Optimizing intercritical annealing treatment for hot-rolled medium-manganese steels

Abstract

The aim of this master’s thesis was to determine the optimal intercritical annealing treatment (IAT) parameters and alloying composition for hot-rolled medium-manganese steels to achieve the best possible combination of strength and elongation using a simple process route of hot-rolling followed by single-step IAT. Three different compositions (in wt.%) were studied: 1) 6Mn–0.3C, 2) 6Mn–0.4C, and 3) 8Mn–0.4C(–2Al–1Si–0.05Nb–Fe). The materials were laboratory hot-rolled to a thickness of 6 mm. IAT was simulated using Gleeble 3800 and Linseis DIL L78 DQT/RITA dilatometer. The IAT variations included four annealing temperatures (650 °C, 675 °C, 700 °C, and 725 °C) and three holding times (3, 10, and 30 minutes). The heating rate was 50 °C/s, and the cooling rate was 10 °C/s for all variations. Quasi-static tensile tests were performed parallel to the rolling direction.

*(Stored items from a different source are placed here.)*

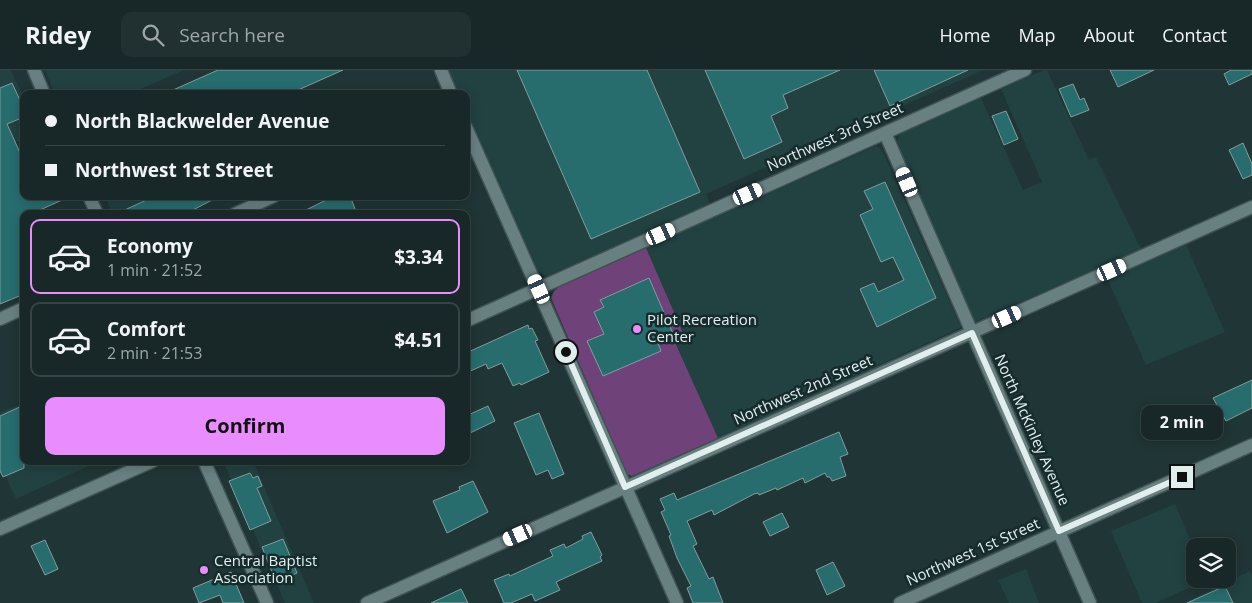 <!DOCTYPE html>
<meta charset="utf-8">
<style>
:root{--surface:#182828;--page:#213030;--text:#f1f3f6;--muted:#9fa6a8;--line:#364445;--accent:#e98dfe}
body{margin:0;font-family:"Open Sans",sans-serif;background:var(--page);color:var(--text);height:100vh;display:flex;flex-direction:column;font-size:19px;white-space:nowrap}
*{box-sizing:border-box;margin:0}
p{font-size:16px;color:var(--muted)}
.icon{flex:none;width:28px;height:28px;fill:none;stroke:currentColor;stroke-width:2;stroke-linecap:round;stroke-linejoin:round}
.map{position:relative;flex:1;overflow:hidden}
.side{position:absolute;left:20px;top:140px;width:450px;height:255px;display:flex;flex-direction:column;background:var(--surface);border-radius:10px;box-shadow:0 2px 12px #0003,0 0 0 1px var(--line)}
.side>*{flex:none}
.top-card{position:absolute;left:20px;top:20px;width:450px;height:110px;border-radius:10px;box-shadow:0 2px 12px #0003,0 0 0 1px var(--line);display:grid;align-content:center;height:110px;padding:0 25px;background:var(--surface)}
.buttons{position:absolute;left:1186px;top:468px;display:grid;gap:10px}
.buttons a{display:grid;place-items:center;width:50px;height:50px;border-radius:10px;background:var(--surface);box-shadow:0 2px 12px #0003,0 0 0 1px var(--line);font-size:25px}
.end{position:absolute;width:22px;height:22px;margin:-11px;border:6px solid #e1eeee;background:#111;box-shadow:0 0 0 2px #111}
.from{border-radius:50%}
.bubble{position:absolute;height:35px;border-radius:10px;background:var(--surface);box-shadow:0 2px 12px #0003,0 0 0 1px var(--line);font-size:16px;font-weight:700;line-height:35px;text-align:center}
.car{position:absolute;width:15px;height:30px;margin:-15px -8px;border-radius:6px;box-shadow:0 0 4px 1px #0007;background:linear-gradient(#fff 24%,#345 0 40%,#fff 0 76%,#345 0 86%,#fff 0)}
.top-card b{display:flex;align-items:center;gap:18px;height:48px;font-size:19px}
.top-card b+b{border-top:1px solid var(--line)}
.top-card i{width:12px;height:12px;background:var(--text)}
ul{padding:9px 0 0;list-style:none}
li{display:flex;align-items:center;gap:15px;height:75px;margin:0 10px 8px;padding:0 15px;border:2px solid var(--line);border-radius:10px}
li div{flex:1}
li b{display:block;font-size:19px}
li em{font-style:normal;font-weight:700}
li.active{border-color:var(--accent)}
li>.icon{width:45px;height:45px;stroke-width:1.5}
.action{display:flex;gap:10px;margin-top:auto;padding:10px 25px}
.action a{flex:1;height:58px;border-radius:10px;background:var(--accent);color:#111;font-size:20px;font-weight:700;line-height:58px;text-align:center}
header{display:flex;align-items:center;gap:30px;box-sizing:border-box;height:70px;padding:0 25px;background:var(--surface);border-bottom:1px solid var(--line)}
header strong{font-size:24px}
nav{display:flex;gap:28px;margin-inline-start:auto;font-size:18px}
.search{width:350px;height:45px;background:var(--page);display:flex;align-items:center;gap:12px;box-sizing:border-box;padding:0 18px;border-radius:10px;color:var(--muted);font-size:19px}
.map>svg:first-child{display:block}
.built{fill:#224141}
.green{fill:#6f4279}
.building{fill:#276d6e;stroke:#849c9c}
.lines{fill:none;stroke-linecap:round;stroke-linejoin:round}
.street-casing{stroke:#405353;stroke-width:15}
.street{stroke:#698080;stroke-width:12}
.route{stroke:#e1eeee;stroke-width:6}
.poi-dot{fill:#e98dfe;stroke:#162b2b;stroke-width:2}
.labels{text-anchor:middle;stroke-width:5;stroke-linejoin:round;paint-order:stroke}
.street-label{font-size:15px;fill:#e1eeee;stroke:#162b2b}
.poi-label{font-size:15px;fill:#e1eeee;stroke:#162b2b;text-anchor:start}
</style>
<header>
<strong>Ridey</strong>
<div class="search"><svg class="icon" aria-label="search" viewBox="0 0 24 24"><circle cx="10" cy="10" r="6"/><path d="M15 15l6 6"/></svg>Search here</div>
<nav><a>Home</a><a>Map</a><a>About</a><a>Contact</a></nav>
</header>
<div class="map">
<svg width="1252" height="533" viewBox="0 0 1252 533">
<rect width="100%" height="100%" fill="#203535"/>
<g class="built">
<path d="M0 0H11L24 29V69L0 79Z"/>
<path d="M45 0H184L129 24H55Z"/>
<path d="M449 0H983L706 124 710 134 548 206 544 205 538 200 466 39V24H459Z"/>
<path d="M1044 0H1047L1089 90 1096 87 1141 179 975 252 898 78 897 73 898 69 900 64 981 28 1023 120 1042 112 1001 19Z"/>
<path d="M876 76 882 80 960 255V258L718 368 675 271 685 266 646 178Z"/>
<path d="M105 126H138L145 144H113Z"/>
<path d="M1186 175 1225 262 1146 295 1108 210Z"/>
<path d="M24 333V391H99L16 429 0 395V342Z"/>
<path d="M223 391H253L314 533H285Z"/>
<path d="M1175 434 1195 481V509H1208L1156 533H1142L1111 461Z"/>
<path d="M1026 499 1039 533H1009L998 510Z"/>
<path d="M1250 501 1252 505V533H1184Z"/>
</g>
<path class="green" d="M646 178 685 267 675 272 718 368 632 406 627 404 551 228 554 221 559 217Z"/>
<g class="building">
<path d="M218 0H343L289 24H164Z"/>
<path d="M517 0H647L700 122 591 169Z"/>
<path d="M705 0H840L783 25 788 38 771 46 782 72 744 89Z"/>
<path d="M874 0H968L890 36Z"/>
<path d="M1110 0H1154L1118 17Z"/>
<path d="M1231 0H1252V4L1229 15 1224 4Z"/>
<path d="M12 13 24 39V47L7 54 21 85 24 84V126H71L31 144H24V224L0 234V18Z"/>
<path d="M1073 14 1080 30 1084 28 1089 40 1071 47 1059 19Z"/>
<path d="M1006 41 1018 69 1004 75 992 46Z"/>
<path d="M1243 73 1252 94V105L1243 109 1229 80Z"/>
<path d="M885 112 936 228 877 257 860 219 874 213 878 222 904 210 893 187 881 192 860 145 873 139 864 121Z"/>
<path d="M155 126H220L185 144H116Z"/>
<path d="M334 126H350L357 144H298Z"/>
<path d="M649 208 674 266 658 273 661 281 603 306 587 271 604 264 594 242 604 237 600 230Z"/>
<path d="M528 255 529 259 532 258 538 270 535 271 549 302 521 315 520 313 513 316 502 293 488 299 486 294 466 303V283Z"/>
<path d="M1252 310V338L1226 351 1213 328Z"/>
<path d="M24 335V398L3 407 0 401V346Z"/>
<path d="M488 336 495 351 470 363 466 356V346Z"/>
<path d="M539 343 564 404 552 409 548 400 536 405 514 353Z"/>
<path d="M839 362 848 384 840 387 846 406 832 411 830 407H827L825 403 805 413 803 408 777 420 776 418 759 425 758 423 754 424 714 445 712 440 687 451 697 474 693 476 709 509 713 507 723 533H693L687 518 691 516 677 488 669 466 671 465 661 442 665 440 660 429 674 423 677 430Z"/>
<path d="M250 403 253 408 258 406 262 416 257 418 271 451 250 460 229 411Z"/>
<path d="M473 411 488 442 447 463 433 431 460 420 459 417Z"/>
<path d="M782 443 789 457 770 466 763 452Z"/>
<path d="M591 462 602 485 600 487 602 491 556 512 560 520 535 531 532 524 511 533H504L494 510 509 504 510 506 553 486 550 480 564 474 566 478 583 469 582 466Z"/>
<path d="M283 469 297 503 276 512 262 477Z"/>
<path d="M45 470 58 499 45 505 31 476Z"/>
<path d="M833 492 845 516 827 525 816 500Z"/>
<path d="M231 502 244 533H223L220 525 199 533 193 518Z"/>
<path d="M1225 516 1233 533H1187Z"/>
<path d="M461 519 468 533H431Z"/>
</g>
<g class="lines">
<defs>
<g id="street">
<path d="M34 0 44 24"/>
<path d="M441 0 451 24"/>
<path d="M466 57 677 533"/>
<path d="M885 63 1090 533"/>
<path d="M89 126 97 144"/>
<path d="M235 144 274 126"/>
<path d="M0 249 24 238"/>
<path d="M466 251 1025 0"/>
<path d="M204 391 267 533"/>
<path d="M0 459 153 391"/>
<path d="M367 533 1252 137"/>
<path d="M900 533 1252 375"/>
</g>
</defs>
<use href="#street" class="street-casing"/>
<use href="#street" class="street"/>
</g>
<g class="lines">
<path class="route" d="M566 282 625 417 972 263 1059 461 1182 407"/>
</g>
<g class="poi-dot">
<circle cx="637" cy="259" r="5"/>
<circle cx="204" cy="500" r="5"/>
</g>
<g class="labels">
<g class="street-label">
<text transform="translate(835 67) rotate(-24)" y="5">Northwest 3rd Street</text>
<text transform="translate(803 320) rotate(-24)" y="5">Northwest 2nd Street</text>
<text transform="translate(1032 360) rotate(66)" y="5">North McKinley Avenue</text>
<text transform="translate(973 482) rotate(-24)" y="5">Northwest 1st Street</text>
</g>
<g class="poi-label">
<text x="647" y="255">Pilot Recreation<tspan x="647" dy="17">Center</tspan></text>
<text x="214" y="496">Central Baptist<tspan x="214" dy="17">Association</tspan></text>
</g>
</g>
</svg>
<div class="buttons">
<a><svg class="icon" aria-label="layers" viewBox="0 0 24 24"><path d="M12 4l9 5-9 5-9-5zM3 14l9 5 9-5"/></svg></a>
</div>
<i class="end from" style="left:566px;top:282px"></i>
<i class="end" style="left:1182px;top:407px"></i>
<div class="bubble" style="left:1141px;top:335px;width:82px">2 min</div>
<i class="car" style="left:907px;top:112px;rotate:337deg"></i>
<i class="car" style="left:748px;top:124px;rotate:66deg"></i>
<i class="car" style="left:661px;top:164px;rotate:66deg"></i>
<i class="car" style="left:1112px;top:200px;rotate:66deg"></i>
<i class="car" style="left:539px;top:219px;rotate:336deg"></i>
<i class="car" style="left:1007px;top:247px;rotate:66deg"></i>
<i class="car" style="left:518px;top:465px;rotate:246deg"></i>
<div class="top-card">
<b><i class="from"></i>North Blackwelder Avenue</b>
<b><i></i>Northwest 1st Street</b>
</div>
<section class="side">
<ul>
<li class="active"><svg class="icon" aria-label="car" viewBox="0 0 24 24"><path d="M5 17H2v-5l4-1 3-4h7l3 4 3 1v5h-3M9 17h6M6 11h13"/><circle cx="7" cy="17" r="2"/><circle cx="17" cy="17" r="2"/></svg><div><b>Economy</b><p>1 min · 21:52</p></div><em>$3.34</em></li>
<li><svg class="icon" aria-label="car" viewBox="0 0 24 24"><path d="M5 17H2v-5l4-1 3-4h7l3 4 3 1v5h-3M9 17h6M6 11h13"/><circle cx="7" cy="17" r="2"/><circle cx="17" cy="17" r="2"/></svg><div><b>Comfort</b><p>2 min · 21:53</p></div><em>$4.51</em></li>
</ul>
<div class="action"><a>Confirm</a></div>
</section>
</div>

XRD and EBSD phase mappings were conducted to evaluate the effect of IAT parameters on the volume fraction of retained austenite. The 6Mn–0.4C composition annealed at 700 °C exhibited the most promising mechanical properties, with a product of strength and elongation exceeding 40,000 MPa%. However, the investigated materials, particularly 6Mn–0.4C, appeared to be highly sensitive to IAT temperature, potentially posing challenges for industrial-scale production. Also, all materials exhibited some level of serrations during tensile testing, a phenomenon frequently encountered in medium-manganese steels. Further research is required on the evolution of strain-induced martensitic transformation with increasing strain to assess the role of austenite stability in the mechanical behavior of these materials. Moreover, the effects of varying heating and cooling rates on the mechanical properties should be investigated further, as they could have significant effect.